UK has given £310m to Strasbourg body that blocked Rwanda flight… while officials repeatedly reject requests to reveal judge’s identity
- The injunction said deportees faced ‘real risk of irreversible harm’
- Human rights tsar Dunja Mijatovic has criticised Home Secretary Priti Patel
- The UK Government gave £310million to the Council of Europe this decade
Britain is spending millions of pounds a year on the human rights body whose judges grounded Priti Patel’s Rwanda asylum flight.
The UK Government is one of the largest financial contributors to the Council of Europe, whose 46 members include the dictatorship of Azerbaijan.
The council, which has received £310million from Britain over the past decade, is aimed at promoting democracy and the rule of law. But its human rights tsar Dunja Mijatovic has criticised Home Secretary Miss Patel over her attempts to stop migrants crossing the Channel.
The Council of Europe, whose 46 members include the dictatorship of Azerbaijan, judges grounded Priti Patel’s Rwanda asylum flight
She has urged British MPs to ‘reject proposals that enable offshoring’ and called for more ‘safe and legal routes’ to claim asylum. Miss Mijatovic has also claimed that the Government’s border policy is ‘repressive’. The council, which receives £400million in funding annually, bankrolls the European Court of Human Rights to the tune of £64million a year.

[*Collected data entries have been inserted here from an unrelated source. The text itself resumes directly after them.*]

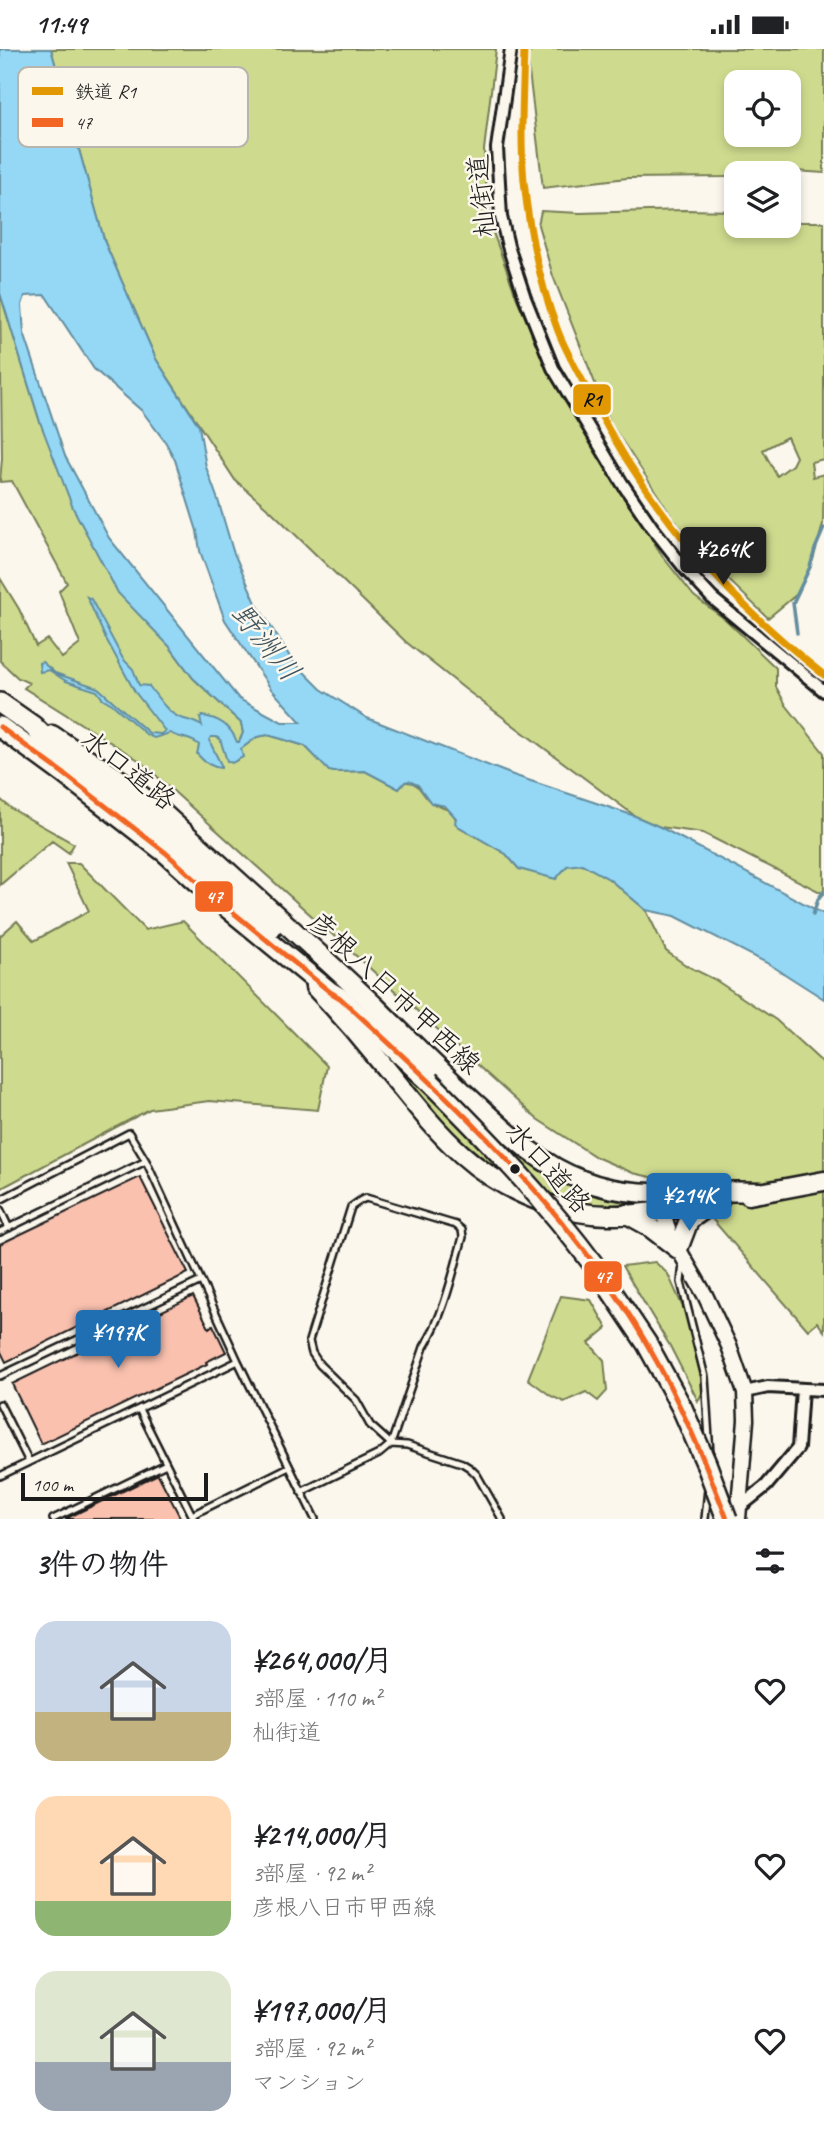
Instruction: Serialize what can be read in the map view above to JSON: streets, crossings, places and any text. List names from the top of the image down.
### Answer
{
  "streets": {
    "highway": ["水口道路"],
    "main road": ["彦根八日市甲西線"],
    "street": ["杣街道"]
  },
  "crossings": [
    ["水口道路", "彦根八日市甲西線"]
  ],
  "water": ["野洲川"],
  "lines": ["rail line R1", "transit line 47"],
  "legend": ["鉄道 R1", "47"],
  "scale_bar": "100 m",
  "page": {
    "status": "11:49",
    "price": ["¥264K", "¥214K", "¥197K"],
    "scale": "100 m",
    "heading": "3件の物件",
    "list": [
      {
        "name": "¥264,000/月",
        "note": "3部屋 · 110 m² · 杣街道"
      },
      {
        "name": "¥214,000/月",
        "note": "3部屋 · 92 m² · 彦根八日市甲西線"
      },
      {
        "name": "¥197,000/月",
        "note": "3部屋 · 92 m² · マンション"
      }
    ]
  }
}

Officials at the Strasbourg court have repeatedly rejected the Daily Mail’s requests to reveal the identity of the judge who stopped asylum seekers being sent to Africa. They have only confirmed the decision was made either by Hungary’s Peter Paczolay or Carlo Ranzoni, a Swiss jurist representing Liechtenstein.
The injunction, which said deportees faced ‘real risk of irreversible harm’, prevents migrants being sent to Rwanda until three weeks after British judges issue a final decision on the legality of the policy.
The Council of Europe human rights tsar Dunja Mijatovic has previously criticised Home Secretary Priti Patel over her attempts to stop migrants crossing the Channel
The council has received £310million from Britain over the past decade
Strasbourg judges have a tax-free salary of at least £170,000 a year, while senior council officials can earn up to that sum. Their packages include perks such as a final salary pension and travel expenses.
They can also claim an expat allowance of 12.5 per cent of their pay to cover the cost of living in the French city.
The UK’s contributions to the council this year have grown from £29.7million to £32.7million because Russia has been kicked out and no longer makes payments.
Council officials said this amounts to less than 50p per Briton each year. Only France, Italy and Germany pay in more to the council’s coffers, with the sums based on population size and economic output.
Tory MPs say the court has become too political in its human rights rulings and Justice Secretary Dominic Raab is aiming to ‘insulate’ British courts from its case law.
A Council of Europe spokesman said: ‘Every UK citizen benefits from the protections offered by the European Convention on Human Rights and the court in Strasbourg which are designed to protect human rights, democracy and the rule of law.’